▶ [TASK DETAILS]
All that should come back is the lines of the data below from the one containing "c.lineWidth = 4.5;" to the one containing "c.textAlign = isNaN(turn) ? turn : align;", inclusive, exactly as they stand.

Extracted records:
-.-.-
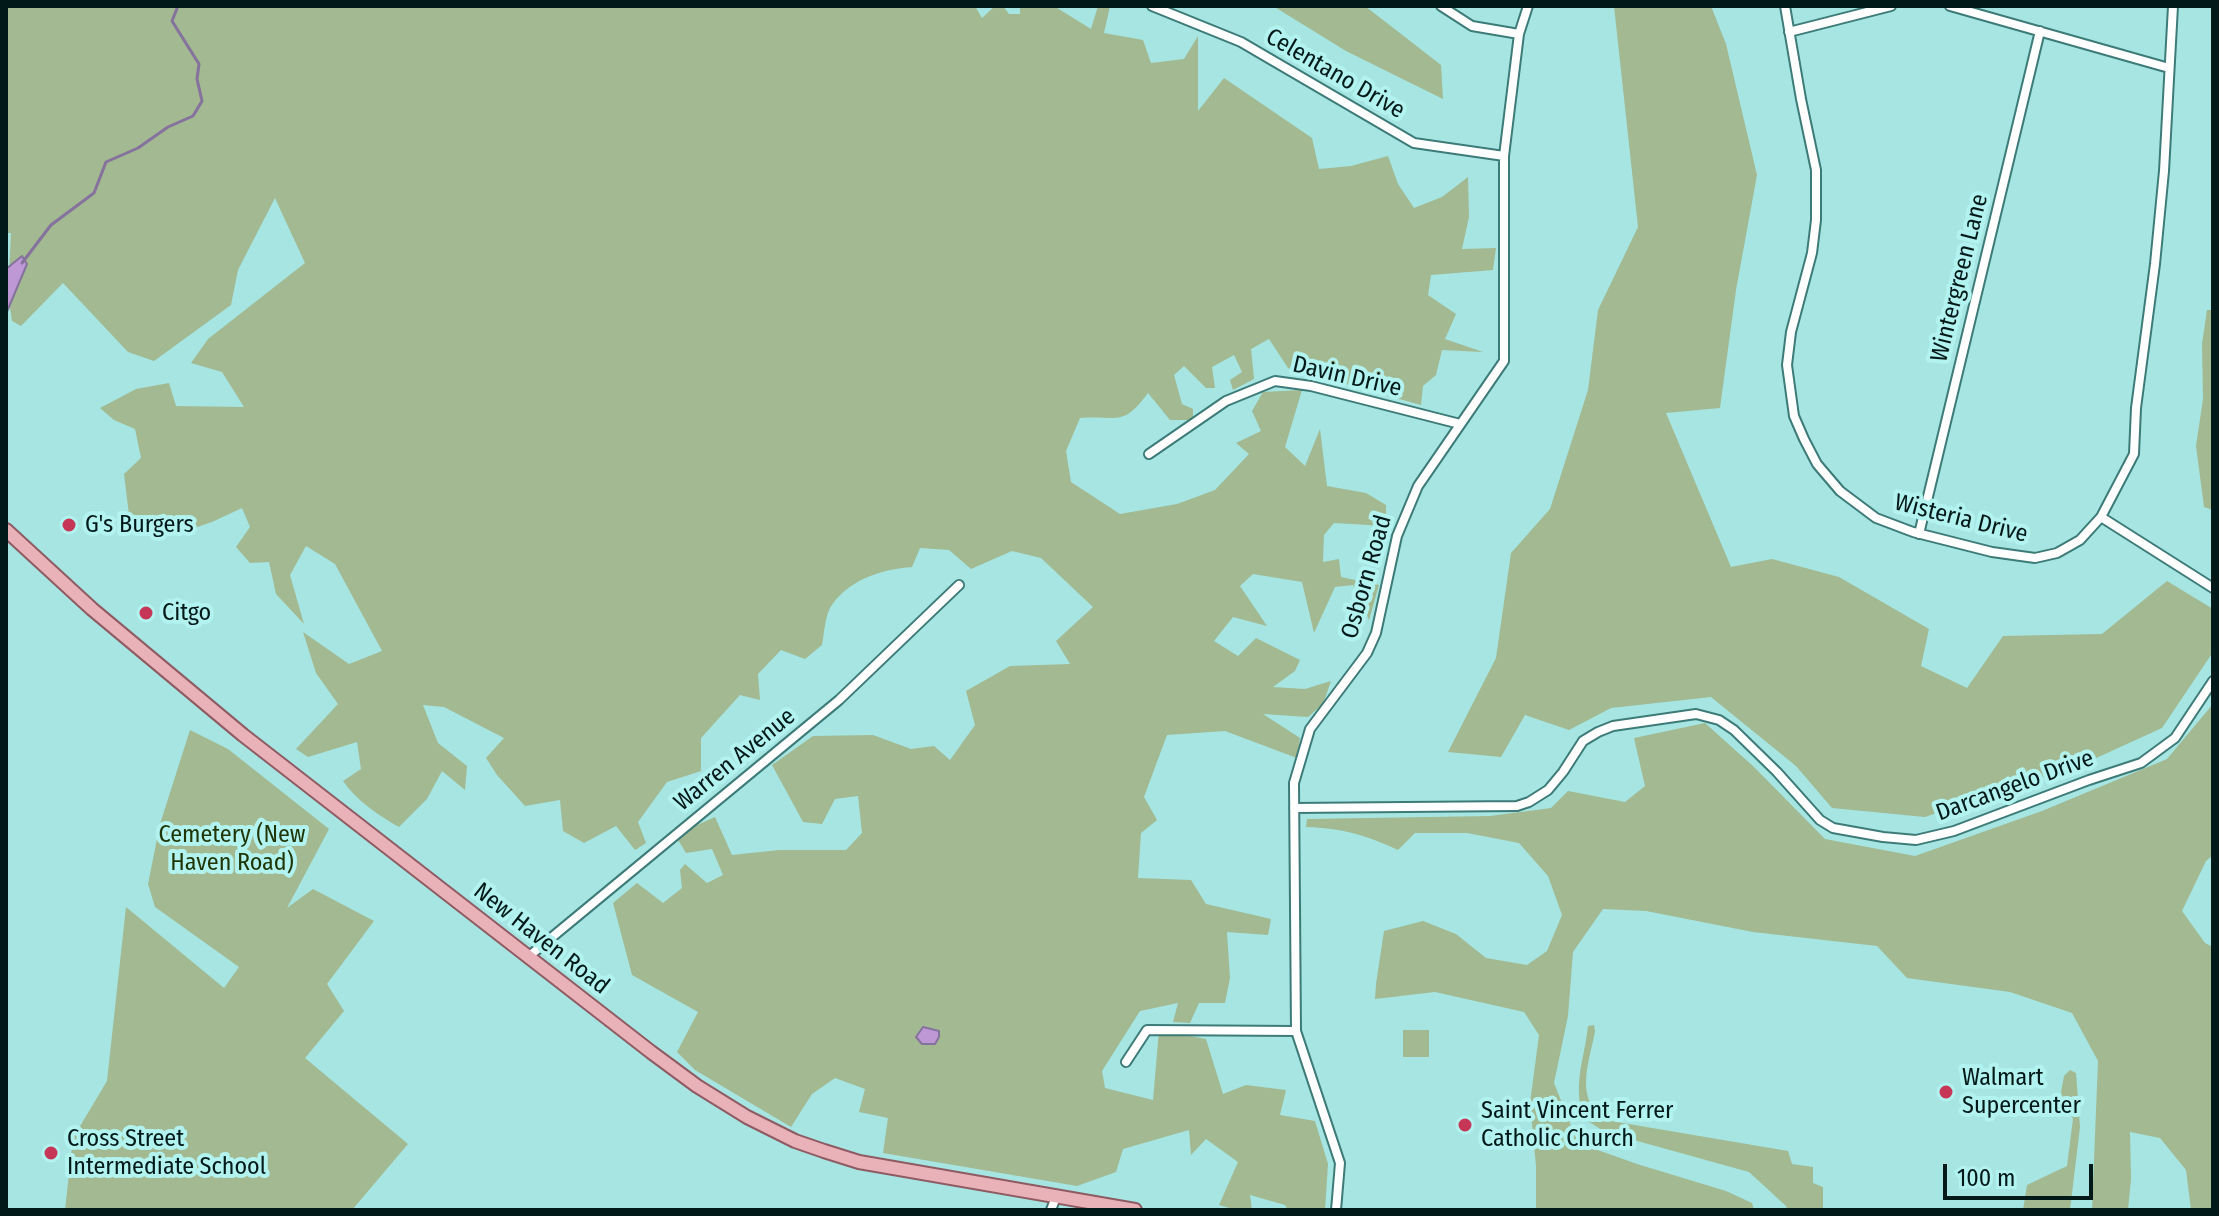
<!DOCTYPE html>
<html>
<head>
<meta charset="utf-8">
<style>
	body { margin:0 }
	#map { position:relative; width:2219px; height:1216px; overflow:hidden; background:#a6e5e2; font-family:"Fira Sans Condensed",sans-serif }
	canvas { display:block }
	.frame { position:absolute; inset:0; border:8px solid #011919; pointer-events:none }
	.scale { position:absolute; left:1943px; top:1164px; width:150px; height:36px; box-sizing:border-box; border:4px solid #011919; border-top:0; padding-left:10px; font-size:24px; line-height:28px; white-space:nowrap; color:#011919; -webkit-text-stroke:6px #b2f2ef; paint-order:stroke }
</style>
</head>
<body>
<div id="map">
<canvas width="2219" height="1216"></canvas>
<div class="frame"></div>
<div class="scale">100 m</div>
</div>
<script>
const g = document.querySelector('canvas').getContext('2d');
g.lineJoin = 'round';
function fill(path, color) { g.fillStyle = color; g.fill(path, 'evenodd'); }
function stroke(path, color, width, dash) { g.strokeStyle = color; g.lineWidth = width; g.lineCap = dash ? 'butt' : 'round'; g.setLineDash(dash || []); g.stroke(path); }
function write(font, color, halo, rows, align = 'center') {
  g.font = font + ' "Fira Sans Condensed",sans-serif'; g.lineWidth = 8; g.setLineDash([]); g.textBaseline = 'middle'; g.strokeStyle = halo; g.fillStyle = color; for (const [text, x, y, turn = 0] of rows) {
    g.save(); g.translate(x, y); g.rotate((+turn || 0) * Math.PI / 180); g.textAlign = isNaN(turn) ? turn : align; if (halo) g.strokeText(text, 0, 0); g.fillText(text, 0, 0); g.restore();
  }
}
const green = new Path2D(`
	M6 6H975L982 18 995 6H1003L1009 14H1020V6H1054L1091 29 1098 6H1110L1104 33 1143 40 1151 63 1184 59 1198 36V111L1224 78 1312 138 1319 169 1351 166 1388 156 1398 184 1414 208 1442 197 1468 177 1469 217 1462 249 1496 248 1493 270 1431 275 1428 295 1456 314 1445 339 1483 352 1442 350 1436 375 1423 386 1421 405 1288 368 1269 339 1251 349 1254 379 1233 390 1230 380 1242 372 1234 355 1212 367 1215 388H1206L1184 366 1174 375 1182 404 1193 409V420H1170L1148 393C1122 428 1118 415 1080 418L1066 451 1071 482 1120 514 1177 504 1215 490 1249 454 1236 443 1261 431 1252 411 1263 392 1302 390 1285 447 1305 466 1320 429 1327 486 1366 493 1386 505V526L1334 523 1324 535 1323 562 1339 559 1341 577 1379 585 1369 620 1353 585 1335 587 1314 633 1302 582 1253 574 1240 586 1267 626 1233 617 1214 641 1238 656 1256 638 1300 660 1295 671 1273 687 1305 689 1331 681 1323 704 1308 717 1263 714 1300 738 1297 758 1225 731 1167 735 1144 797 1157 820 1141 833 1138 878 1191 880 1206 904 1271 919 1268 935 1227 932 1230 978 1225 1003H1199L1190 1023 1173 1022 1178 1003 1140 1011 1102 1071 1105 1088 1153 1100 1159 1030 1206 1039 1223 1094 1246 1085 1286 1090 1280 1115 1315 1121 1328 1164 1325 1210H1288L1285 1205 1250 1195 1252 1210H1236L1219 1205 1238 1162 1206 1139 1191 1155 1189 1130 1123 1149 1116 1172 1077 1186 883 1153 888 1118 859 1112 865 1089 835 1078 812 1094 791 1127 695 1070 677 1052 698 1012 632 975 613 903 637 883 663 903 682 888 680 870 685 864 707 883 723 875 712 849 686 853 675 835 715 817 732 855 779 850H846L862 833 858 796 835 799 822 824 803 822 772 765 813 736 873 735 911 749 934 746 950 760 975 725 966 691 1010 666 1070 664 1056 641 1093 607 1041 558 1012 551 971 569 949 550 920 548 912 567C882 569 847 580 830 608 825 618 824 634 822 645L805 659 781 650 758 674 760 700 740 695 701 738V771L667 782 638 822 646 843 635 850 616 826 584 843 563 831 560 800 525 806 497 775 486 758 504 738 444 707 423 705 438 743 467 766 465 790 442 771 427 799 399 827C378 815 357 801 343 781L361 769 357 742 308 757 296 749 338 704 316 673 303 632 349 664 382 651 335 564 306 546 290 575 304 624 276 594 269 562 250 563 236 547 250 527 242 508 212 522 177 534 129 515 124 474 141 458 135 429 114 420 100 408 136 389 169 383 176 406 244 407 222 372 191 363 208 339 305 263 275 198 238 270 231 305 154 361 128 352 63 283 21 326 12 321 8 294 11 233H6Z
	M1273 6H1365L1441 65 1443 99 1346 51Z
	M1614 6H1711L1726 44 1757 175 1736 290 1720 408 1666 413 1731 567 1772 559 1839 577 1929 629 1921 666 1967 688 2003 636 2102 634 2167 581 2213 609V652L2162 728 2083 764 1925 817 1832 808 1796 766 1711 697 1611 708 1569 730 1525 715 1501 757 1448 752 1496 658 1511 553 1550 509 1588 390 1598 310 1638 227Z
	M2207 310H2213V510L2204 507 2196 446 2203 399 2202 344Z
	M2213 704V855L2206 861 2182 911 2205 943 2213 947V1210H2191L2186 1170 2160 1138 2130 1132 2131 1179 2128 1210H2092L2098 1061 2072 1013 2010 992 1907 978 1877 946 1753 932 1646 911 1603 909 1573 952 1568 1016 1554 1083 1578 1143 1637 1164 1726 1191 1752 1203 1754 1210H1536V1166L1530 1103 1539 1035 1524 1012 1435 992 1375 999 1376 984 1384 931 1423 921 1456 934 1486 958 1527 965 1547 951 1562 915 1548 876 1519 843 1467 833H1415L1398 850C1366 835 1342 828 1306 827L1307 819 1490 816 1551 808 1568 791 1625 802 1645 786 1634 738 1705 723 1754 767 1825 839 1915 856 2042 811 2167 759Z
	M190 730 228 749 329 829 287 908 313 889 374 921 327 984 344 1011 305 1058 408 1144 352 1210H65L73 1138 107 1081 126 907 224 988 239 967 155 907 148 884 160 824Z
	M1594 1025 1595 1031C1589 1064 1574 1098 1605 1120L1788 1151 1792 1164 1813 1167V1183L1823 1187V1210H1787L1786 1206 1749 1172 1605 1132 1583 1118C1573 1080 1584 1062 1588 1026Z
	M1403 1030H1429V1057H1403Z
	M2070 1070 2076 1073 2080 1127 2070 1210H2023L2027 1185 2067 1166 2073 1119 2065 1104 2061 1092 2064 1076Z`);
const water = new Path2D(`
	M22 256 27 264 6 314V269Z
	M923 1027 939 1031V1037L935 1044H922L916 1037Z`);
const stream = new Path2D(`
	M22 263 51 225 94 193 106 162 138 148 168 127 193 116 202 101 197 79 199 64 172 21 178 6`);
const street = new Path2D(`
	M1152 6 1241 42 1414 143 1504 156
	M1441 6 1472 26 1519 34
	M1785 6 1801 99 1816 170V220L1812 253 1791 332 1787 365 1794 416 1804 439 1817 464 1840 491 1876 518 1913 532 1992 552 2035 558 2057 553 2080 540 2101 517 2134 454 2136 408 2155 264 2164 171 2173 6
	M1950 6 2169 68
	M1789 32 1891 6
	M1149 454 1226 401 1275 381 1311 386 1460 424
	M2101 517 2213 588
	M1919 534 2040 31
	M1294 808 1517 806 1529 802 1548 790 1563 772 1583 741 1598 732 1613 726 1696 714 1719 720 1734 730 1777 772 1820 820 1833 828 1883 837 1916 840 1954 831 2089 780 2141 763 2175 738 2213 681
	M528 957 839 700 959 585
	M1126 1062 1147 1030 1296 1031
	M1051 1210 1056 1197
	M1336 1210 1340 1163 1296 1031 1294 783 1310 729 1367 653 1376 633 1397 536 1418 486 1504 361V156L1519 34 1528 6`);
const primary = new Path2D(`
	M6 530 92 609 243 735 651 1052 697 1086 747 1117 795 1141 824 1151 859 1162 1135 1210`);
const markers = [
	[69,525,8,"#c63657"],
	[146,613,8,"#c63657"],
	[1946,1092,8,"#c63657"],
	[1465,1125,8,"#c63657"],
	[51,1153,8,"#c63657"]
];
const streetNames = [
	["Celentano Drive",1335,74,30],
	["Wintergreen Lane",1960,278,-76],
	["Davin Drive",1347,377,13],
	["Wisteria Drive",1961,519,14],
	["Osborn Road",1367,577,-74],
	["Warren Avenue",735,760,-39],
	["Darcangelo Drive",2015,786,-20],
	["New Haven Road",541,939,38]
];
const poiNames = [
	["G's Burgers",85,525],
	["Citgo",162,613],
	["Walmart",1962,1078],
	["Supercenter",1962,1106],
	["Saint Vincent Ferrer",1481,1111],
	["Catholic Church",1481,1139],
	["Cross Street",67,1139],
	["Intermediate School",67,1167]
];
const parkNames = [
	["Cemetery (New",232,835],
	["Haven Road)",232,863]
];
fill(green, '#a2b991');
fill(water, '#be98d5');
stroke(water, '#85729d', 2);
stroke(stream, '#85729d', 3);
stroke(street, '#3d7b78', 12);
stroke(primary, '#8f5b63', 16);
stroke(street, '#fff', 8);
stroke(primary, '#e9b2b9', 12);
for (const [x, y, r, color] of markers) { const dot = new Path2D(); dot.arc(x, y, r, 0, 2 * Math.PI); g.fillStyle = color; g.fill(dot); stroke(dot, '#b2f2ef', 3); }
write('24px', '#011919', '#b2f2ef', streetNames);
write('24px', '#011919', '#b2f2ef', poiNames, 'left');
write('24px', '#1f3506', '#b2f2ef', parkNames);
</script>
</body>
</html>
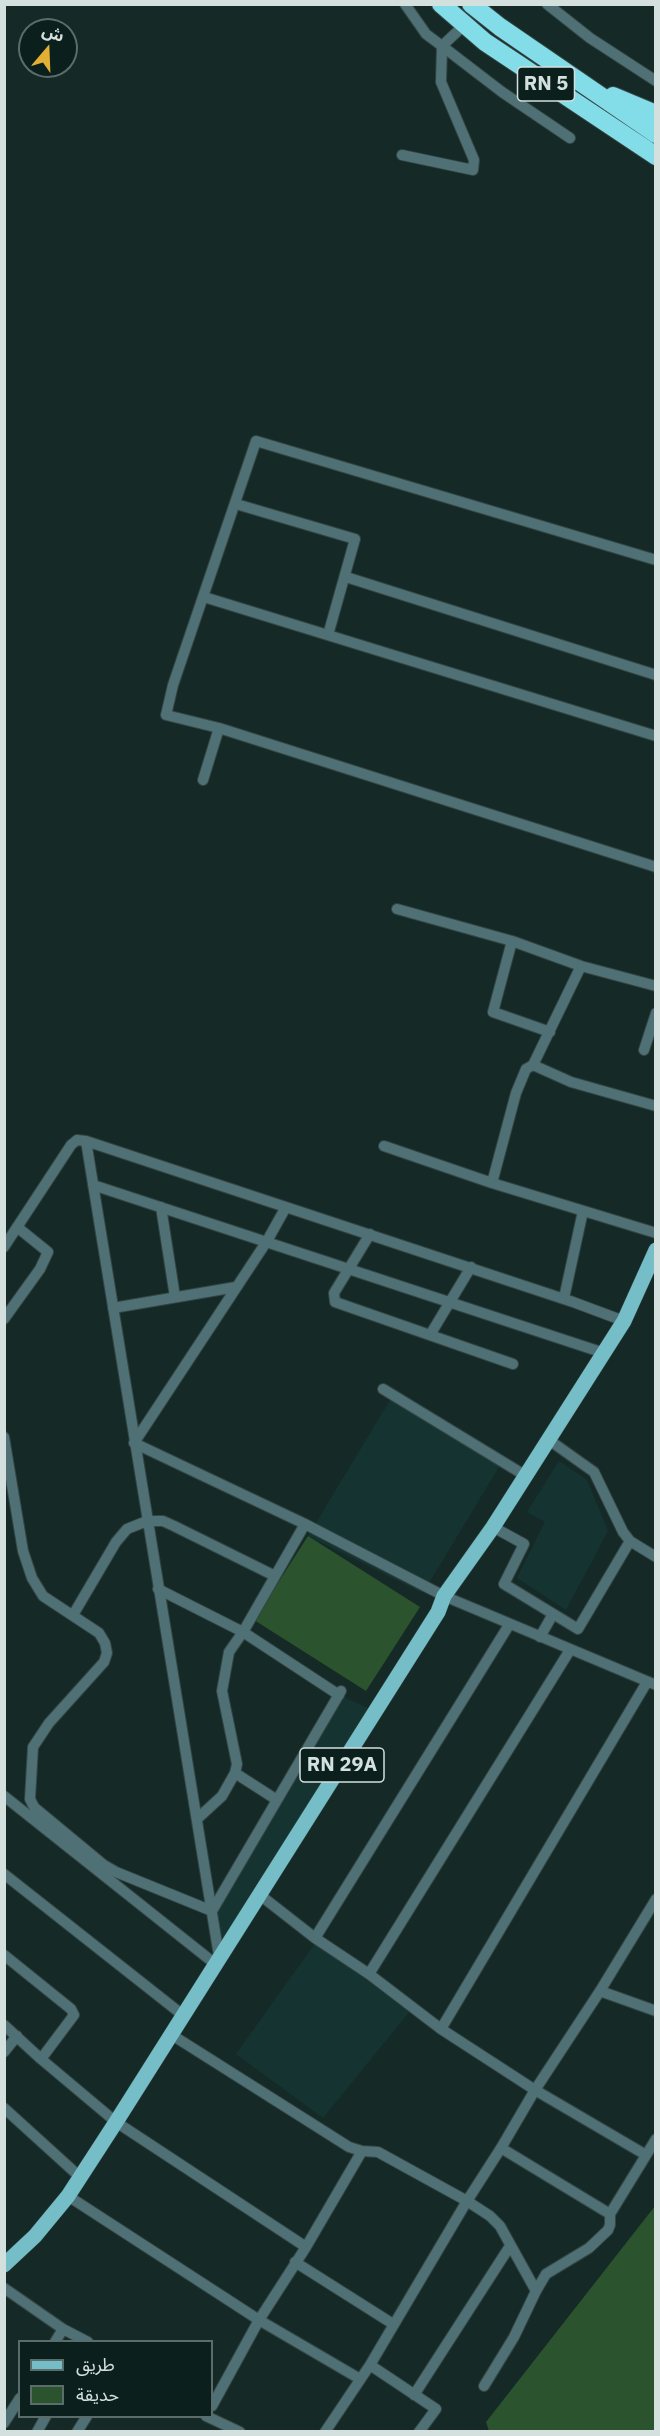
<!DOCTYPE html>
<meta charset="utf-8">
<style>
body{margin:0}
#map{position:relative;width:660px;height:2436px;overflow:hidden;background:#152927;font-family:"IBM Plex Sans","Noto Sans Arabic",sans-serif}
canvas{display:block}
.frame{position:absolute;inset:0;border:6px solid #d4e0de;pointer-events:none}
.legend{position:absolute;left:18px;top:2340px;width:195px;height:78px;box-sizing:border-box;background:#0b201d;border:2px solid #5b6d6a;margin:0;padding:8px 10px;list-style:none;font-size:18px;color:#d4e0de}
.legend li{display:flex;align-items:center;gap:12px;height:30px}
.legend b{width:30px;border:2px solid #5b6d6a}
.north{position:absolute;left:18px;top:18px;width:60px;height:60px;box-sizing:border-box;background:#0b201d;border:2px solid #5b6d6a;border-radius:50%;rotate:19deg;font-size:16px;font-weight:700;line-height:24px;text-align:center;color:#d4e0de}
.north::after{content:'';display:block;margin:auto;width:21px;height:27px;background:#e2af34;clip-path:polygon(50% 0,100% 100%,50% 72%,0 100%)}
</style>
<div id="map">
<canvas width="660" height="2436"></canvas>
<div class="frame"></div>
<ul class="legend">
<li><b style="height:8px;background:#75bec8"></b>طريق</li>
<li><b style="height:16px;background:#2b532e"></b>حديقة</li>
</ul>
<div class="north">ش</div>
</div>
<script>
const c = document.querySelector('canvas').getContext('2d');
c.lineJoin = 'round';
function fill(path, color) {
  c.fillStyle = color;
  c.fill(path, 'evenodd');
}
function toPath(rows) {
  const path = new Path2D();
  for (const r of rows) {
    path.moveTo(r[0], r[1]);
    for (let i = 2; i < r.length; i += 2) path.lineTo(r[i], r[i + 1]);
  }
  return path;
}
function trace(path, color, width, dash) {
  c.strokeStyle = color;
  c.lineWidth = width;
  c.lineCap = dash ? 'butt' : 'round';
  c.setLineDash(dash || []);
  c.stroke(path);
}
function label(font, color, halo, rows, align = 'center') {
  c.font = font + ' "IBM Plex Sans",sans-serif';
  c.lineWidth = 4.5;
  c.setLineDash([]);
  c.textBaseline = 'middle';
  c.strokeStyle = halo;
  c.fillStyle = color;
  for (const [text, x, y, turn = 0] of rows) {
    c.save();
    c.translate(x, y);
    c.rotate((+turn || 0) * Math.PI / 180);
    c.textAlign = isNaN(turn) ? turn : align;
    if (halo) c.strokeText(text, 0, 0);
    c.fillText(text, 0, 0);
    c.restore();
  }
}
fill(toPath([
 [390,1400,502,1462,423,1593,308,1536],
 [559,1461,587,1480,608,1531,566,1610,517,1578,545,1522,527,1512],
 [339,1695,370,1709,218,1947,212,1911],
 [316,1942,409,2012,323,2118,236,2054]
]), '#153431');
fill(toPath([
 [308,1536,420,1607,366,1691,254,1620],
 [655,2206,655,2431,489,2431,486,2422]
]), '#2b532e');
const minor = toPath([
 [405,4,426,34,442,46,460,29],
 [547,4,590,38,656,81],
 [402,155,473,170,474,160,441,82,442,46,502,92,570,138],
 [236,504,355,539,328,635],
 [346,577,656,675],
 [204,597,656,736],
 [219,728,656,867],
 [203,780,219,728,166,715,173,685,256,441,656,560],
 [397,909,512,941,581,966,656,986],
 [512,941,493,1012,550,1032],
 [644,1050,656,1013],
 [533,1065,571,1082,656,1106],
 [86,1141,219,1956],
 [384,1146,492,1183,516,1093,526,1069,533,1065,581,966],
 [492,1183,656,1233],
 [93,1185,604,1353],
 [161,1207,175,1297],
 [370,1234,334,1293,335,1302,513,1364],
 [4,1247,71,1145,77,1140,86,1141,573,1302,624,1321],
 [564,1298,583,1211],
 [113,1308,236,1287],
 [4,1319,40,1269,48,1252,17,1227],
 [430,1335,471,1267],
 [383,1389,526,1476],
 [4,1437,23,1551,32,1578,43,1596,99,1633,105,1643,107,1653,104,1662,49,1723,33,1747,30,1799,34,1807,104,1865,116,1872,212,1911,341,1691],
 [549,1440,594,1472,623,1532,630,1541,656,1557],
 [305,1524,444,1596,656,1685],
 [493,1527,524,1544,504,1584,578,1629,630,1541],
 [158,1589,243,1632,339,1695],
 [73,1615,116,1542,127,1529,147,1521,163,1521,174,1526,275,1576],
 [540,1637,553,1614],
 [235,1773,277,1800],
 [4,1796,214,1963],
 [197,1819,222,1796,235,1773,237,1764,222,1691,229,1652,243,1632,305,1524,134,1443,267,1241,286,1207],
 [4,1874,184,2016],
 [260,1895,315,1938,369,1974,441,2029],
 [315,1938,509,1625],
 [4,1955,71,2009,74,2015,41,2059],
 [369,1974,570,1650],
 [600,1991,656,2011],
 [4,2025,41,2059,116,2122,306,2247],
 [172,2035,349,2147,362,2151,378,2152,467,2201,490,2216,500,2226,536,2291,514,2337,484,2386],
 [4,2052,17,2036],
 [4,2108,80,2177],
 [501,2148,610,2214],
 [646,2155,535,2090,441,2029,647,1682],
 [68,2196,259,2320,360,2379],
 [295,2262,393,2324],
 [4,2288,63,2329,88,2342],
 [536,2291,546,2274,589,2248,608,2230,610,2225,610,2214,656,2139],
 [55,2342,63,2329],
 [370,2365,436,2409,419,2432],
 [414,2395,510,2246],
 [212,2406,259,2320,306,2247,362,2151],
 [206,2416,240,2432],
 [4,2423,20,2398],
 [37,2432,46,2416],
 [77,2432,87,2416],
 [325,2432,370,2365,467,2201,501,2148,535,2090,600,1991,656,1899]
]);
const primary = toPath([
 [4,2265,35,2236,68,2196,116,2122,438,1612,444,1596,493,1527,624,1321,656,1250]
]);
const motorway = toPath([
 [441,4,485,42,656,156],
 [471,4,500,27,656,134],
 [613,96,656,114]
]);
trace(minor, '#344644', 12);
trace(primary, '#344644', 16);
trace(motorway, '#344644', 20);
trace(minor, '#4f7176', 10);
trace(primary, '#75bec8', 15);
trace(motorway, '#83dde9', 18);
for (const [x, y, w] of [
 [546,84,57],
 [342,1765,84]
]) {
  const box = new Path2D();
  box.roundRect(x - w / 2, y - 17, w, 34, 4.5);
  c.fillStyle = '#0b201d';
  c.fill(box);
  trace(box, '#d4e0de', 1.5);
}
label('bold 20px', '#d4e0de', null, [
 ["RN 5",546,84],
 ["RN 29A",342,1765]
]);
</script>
-.-.-
▶ [WRITTEN ANSWER]
  c.lineWidth = 4.5;
  c.setLineDash([]);
  c.textBaseline = 'middle';
  c.strokeStyle = halo;
  c.fillStyle = color;
  for (const [text, x, y, turn = 0] of rows) {
    c.save();
    c.translate(x, y);
    c.rotate((+turn || 0) * Math.PI / 180);
    c.textAlign = isNaN(turn) ? turn : align;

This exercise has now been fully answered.